4. Optimal scanning in diffuse optical tomography

Consider the tomography scanner displayed in Fig. 2. Here, the turbid medium under test, modeled by absorption ($\mu _a$) and reduced scattering ($\mu '_s$) coefficients, is located between an array of point light sources and photodetectors [14]. Each source radiates light into the medium which is then detected by the detectors after interacting with the medium. Assume that the scanner has $s$ number of sources, $d$ detectors, and the medium is divided to $v$ pixels.

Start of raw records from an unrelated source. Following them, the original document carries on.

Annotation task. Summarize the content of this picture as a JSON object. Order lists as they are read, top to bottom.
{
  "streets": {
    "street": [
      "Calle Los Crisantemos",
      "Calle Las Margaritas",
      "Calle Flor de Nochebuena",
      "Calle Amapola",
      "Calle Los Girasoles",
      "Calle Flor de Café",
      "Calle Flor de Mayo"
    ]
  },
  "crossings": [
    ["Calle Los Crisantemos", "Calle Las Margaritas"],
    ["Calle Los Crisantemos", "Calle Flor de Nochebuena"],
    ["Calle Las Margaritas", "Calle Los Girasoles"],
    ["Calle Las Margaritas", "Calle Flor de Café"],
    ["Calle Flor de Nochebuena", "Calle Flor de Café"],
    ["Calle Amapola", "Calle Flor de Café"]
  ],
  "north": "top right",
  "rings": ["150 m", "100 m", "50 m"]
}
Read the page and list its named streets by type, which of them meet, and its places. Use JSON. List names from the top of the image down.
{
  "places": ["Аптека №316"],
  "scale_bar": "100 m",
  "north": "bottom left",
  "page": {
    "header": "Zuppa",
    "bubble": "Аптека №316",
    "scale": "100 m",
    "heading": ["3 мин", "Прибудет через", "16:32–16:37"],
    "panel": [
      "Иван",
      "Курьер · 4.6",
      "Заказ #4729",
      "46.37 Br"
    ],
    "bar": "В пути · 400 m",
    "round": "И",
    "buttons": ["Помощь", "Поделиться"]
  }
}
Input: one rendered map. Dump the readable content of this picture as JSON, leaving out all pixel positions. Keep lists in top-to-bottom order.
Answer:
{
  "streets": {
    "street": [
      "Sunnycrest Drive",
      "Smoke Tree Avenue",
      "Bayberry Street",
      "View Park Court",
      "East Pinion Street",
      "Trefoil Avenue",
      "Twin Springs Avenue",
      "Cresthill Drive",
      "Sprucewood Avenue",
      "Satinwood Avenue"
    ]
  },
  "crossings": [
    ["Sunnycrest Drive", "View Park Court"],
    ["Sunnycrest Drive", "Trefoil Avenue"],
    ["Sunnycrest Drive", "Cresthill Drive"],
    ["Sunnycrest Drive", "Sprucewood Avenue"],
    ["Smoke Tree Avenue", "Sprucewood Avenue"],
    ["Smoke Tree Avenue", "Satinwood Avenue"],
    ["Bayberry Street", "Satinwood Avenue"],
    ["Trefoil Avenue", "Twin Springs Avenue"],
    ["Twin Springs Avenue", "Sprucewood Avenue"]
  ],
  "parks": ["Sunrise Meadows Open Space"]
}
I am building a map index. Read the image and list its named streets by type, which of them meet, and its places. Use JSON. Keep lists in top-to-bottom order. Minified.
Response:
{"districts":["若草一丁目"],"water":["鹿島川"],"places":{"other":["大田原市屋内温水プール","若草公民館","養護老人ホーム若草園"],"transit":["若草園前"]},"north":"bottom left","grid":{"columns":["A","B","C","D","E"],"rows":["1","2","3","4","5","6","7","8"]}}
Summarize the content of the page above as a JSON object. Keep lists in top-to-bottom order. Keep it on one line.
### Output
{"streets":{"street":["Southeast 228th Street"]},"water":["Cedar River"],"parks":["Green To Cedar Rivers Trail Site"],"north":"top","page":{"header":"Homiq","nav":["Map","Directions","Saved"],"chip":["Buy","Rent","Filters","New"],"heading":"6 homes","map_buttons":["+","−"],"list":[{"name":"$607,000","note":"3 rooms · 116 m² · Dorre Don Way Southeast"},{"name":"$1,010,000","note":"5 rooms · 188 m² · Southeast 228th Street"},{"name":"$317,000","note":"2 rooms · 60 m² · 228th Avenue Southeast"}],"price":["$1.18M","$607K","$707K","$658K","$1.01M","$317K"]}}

The goal of tomography in this example is to identify the distribution of the absorption coefficient in each pixel, $\eta _k$ for $k=1,\ldots,v$, from the data collected by the detectors. The state vector in this example is $\eta =[\eta _1,\ldots,\eta _v]^T$. The energy radiated from the point source $S_i$, located at $r_{S_i}$, that reaches the pixel $V_k$ at $r_{V_k}$ is $I_i~G(r_{V_k};r_{S_i})$. Here, $I_i$ is the radiation intensity of the source $S_i$. The light that is scattered from this pixel propagates to detectors such that the light intensity sensed by the detector $D_j$, located at $r_{D_j}$, is: $\sum ^V_{k=1}I_i\eta _k G(r_{D_j};r_{V_k}) G(r_{V_k};r_{S_i})$, where $G(r_{V_k};r_{S_i})$ and $G(r_{D_j};r_{V_k})$ are the Green’s functions that model the propagation of the light from the $i$th point source to the $k$th pixel, and the propagation of the scattered light from the $k$th pixel to the $j$th detector. Using the matrix-vector notation, the equation of measurement for this scanner can be written as [11], [6]:

(29)$$y = \left\{~G_2~diag[~G_1~I(n)~]~\right\}~ \eta + \varepsilon_m,$$

Fig. 2. Structure of a diffuse optical tomography scanner. Medium is surrounded by an array of sources and detectors. $G(r_{V_k};r_{S_i})$ and $G(r_{D_j};r_{V_k})$ are Green’s functions that model the propagation of the light from the $i$th source to $k$th pixel, and propagation of the scattered light from the $k$th pixel to the $j$th detector. $\eta _k$ is the concentration of absorbing molecules in pixel $V_k$. The scanner has $s$ number of point sources, $d$ point detectors, and the medium is divided to $v$ number of differential pixels.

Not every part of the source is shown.